## Task to carry out:
Identify each line below containing the string "canvas" and copy it.

## Records for processing:
--
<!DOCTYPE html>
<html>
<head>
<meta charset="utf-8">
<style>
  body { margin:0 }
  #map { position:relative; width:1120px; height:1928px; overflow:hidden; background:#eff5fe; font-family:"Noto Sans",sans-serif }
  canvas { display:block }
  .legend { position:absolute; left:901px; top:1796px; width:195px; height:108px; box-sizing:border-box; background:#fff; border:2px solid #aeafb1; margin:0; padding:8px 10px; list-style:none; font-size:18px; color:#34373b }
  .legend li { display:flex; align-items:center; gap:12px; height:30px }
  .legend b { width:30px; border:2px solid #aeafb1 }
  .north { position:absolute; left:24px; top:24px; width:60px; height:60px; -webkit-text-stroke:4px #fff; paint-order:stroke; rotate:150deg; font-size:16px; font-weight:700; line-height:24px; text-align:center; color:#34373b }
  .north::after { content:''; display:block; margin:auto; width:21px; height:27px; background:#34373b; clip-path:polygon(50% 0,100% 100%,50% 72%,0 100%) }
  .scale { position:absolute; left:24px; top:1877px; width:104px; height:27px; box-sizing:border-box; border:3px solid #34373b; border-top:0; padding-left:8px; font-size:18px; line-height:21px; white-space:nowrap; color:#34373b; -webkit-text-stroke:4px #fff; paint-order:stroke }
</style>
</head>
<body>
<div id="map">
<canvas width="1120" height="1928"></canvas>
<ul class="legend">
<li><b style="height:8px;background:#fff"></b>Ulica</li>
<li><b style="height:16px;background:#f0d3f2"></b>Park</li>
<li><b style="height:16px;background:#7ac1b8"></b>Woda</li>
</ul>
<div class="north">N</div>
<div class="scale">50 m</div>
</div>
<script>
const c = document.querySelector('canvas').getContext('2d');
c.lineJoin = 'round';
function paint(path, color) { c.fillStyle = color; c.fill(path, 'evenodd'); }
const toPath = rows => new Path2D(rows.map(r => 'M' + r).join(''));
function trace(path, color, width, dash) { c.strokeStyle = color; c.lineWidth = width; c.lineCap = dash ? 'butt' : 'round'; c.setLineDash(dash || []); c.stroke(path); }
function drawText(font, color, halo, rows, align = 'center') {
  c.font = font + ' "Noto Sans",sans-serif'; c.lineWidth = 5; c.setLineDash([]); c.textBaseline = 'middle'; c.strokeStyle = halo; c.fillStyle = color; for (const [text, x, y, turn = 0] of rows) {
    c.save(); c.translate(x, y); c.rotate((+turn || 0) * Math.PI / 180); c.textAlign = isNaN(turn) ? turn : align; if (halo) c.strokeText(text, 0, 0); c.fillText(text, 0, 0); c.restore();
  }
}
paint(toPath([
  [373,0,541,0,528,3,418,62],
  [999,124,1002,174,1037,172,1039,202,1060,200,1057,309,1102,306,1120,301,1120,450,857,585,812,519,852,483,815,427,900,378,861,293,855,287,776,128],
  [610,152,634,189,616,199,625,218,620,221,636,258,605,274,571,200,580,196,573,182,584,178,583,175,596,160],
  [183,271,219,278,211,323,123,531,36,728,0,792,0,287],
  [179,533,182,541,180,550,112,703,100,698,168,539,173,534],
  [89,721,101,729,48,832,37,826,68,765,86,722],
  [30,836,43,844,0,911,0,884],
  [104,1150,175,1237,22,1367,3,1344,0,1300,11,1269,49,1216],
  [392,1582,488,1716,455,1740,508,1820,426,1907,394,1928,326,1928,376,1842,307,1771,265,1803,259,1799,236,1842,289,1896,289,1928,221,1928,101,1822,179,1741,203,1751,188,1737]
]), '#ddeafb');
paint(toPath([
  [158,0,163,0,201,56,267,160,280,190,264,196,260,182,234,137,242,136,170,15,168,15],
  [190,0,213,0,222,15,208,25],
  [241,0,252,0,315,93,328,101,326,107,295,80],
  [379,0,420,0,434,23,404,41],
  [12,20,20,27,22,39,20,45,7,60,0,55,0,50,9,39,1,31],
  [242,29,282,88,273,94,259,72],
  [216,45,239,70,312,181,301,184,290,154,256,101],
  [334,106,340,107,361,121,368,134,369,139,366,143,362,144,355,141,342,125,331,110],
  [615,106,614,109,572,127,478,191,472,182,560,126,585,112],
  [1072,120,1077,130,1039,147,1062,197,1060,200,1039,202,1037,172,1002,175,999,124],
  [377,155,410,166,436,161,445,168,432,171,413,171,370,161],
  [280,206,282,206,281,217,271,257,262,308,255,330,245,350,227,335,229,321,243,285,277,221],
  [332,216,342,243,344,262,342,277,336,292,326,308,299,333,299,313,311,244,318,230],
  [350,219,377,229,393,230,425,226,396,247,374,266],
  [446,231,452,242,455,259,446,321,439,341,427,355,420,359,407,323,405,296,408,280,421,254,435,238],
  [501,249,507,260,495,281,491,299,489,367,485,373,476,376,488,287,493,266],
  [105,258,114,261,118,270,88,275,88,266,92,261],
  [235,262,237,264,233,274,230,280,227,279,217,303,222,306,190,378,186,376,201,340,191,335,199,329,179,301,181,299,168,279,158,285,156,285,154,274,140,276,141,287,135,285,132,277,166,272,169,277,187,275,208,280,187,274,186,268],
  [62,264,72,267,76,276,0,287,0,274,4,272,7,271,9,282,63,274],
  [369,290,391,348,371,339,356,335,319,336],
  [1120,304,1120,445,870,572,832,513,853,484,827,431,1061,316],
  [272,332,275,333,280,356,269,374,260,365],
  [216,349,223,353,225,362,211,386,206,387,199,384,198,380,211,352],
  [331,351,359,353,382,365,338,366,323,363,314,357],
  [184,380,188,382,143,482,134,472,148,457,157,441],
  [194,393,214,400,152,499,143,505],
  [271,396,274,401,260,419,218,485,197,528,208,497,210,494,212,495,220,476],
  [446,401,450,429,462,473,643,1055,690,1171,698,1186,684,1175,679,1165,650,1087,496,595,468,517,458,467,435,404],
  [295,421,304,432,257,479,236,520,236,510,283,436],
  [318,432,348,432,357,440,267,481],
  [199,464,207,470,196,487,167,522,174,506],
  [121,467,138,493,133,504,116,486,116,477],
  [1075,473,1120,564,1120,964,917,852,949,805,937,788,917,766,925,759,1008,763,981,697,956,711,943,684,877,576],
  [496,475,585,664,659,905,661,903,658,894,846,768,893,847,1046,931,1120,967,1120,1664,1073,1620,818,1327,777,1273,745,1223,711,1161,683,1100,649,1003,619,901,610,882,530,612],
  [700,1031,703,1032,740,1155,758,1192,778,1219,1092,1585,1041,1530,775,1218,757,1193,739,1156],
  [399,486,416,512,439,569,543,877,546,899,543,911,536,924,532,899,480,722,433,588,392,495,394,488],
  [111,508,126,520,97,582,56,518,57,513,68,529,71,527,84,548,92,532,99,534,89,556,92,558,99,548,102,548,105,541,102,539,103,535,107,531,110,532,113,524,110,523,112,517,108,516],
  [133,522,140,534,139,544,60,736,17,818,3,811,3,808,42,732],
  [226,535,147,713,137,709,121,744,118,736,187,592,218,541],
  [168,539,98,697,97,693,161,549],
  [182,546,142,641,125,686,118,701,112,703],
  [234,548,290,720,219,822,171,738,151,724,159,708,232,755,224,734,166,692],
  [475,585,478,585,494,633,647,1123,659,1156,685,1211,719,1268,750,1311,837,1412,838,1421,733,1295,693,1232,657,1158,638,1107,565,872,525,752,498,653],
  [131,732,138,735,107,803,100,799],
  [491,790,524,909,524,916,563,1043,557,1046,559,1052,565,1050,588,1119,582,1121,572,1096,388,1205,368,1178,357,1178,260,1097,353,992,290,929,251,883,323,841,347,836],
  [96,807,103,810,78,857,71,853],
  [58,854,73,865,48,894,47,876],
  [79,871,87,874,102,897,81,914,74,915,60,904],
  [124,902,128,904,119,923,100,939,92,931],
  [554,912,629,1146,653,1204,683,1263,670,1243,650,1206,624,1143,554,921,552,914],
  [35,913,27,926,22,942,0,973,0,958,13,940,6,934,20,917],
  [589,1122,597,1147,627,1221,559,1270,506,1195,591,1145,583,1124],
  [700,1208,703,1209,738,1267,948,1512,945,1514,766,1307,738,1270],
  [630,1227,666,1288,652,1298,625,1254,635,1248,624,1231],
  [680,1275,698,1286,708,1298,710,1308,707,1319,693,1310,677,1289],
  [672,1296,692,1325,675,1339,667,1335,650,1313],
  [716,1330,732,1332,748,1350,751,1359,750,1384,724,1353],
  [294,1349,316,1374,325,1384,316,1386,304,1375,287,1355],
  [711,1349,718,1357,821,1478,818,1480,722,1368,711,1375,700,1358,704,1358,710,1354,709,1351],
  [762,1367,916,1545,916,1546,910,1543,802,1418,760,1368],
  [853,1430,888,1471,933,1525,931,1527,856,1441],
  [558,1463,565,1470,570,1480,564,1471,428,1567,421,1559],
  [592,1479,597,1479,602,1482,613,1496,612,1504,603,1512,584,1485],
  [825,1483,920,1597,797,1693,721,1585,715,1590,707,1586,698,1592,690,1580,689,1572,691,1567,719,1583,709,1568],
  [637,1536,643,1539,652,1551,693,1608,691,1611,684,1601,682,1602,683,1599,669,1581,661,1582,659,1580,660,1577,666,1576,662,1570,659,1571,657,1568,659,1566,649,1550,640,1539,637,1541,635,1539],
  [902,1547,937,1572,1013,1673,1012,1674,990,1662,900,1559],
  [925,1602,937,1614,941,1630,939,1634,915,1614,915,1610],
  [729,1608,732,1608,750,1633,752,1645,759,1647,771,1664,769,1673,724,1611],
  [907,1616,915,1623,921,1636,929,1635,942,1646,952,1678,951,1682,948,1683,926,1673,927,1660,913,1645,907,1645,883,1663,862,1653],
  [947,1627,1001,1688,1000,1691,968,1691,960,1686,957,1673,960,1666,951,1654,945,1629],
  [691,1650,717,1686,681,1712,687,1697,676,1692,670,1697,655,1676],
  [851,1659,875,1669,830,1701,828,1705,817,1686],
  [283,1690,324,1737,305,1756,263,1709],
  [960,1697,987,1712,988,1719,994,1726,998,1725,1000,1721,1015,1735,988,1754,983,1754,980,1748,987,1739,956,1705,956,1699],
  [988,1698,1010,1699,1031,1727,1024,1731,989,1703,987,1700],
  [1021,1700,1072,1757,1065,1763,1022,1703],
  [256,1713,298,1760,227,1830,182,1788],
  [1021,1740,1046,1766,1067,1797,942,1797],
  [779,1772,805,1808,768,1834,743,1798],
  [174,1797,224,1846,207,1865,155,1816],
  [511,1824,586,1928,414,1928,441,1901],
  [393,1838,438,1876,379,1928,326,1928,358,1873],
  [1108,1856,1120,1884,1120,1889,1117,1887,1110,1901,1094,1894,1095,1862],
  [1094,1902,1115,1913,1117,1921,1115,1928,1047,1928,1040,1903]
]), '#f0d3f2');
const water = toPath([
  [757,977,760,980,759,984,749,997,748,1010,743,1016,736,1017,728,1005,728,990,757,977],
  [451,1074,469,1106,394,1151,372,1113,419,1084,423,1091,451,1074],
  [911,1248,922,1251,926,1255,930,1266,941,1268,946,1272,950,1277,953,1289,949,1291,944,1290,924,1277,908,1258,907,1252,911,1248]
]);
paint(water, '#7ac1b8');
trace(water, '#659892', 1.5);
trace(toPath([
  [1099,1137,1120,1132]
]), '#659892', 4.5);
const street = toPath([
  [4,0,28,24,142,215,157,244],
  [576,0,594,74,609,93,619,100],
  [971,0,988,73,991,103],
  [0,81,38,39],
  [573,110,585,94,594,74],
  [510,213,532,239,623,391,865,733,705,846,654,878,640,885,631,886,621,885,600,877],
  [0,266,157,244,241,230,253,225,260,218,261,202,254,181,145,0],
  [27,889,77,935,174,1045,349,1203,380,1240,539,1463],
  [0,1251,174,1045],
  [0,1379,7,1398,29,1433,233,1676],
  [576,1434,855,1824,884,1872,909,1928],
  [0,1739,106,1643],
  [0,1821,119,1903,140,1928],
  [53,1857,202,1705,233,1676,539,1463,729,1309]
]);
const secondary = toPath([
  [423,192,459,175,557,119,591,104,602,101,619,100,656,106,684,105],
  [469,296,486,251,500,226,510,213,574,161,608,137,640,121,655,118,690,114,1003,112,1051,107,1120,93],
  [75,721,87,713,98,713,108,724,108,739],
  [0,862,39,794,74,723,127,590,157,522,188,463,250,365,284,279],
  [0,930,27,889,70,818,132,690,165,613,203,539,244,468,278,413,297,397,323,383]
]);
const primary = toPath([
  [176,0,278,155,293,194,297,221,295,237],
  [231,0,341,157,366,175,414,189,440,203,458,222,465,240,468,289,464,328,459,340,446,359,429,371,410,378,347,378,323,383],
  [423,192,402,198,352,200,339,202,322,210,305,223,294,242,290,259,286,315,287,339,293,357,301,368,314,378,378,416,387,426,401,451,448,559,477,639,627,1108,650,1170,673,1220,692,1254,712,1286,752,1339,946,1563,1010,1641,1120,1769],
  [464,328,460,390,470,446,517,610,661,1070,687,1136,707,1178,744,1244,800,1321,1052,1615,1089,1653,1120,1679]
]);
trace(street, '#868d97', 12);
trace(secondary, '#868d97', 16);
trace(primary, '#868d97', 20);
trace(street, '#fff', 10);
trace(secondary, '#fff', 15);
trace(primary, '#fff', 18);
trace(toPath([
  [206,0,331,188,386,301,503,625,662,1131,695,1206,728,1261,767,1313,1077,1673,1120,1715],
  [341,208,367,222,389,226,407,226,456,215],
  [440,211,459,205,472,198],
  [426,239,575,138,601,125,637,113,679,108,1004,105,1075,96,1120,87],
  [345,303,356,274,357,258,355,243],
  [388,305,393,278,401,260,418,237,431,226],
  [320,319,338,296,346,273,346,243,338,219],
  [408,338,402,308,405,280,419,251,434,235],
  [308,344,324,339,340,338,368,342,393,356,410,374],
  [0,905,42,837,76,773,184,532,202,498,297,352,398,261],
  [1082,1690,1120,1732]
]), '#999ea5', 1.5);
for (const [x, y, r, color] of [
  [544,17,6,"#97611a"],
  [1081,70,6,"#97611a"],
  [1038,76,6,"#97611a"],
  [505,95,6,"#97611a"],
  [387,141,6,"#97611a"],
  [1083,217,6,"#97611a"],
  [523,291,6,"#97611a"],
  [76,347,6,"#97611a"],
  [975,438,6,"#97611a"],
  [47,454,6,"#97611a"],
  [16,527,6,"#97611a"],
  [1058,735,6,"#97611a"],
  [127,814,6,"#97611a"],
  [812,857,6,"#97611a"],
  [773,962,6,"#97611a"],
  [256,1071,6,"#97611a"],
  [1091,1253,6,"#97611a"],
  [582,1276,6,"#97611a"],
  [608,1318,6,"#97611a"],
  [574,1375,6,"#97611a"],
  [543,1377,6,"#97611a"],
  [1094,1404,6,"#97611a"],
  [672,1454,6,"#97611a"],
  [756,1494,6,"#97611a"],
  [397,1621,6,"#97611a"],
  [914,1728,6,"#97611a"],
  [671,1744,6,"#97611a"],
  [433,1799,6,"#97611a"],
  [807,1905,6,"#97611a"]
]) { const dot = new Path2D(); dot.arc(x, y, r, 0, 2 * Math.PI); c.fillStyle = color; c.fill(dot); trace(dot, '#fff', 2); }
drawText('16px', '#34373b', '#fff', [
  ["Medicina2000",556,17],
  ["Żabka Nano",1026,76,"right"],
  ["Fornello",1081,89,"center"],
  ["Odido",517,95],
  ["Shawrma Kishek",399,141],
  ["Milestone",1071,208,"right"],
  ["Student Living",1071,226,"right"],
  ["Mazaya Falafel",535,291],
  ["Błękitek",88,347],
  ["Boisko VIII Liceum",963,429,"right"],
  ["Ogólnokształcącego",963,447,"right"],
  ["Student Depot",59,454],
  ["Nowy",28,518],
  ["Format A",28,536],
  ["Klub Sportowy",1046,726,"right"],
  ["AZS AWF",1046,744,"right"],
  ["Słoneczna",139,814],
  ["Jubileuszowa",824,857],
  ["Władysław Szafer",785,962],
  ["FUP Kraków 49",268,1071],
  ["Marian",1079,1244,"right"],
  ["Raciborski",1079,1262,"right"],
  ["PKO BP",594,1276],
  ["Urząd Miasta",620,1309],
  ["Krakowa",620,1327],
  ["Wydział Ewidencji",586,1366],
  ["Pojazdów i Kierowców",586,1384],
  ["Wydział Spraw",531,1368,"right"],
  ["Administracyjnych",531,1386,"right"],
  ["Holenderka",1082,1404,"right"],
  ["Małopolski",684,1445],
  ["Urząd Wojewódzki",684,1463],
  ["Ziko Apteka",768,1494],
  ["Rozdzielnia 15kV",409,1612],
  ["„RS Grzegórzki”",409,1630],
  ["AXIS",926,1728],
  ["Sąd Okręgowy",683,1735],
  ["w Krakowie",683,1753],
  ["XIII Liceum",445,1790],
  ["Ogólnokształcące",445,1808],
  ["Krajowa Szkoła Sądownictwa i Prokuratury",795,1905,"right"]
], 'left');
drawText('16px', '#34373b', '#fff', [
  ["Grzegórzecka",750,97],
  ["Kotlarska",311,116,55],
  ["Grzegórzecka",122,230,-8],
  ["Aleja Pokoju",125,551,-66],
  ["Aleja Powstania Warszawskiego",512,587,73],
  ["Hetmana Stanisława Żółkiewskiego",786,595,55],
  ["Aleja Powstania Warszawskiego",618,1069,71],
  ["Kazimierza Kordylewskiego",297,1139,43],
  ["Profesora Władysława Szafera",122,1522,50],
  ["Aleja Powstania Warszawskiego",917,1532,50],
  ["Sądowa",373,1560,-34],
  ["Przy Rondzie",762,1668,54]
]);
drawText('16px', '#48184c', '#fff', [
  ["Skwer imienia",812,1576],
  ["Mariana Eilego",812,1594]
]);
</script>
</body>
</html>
--
## Task output:
  canvas { display:block }
<canvas width="1120" height="1928"></canvas>
const c = document.querySelector('canvas').getContext('2d');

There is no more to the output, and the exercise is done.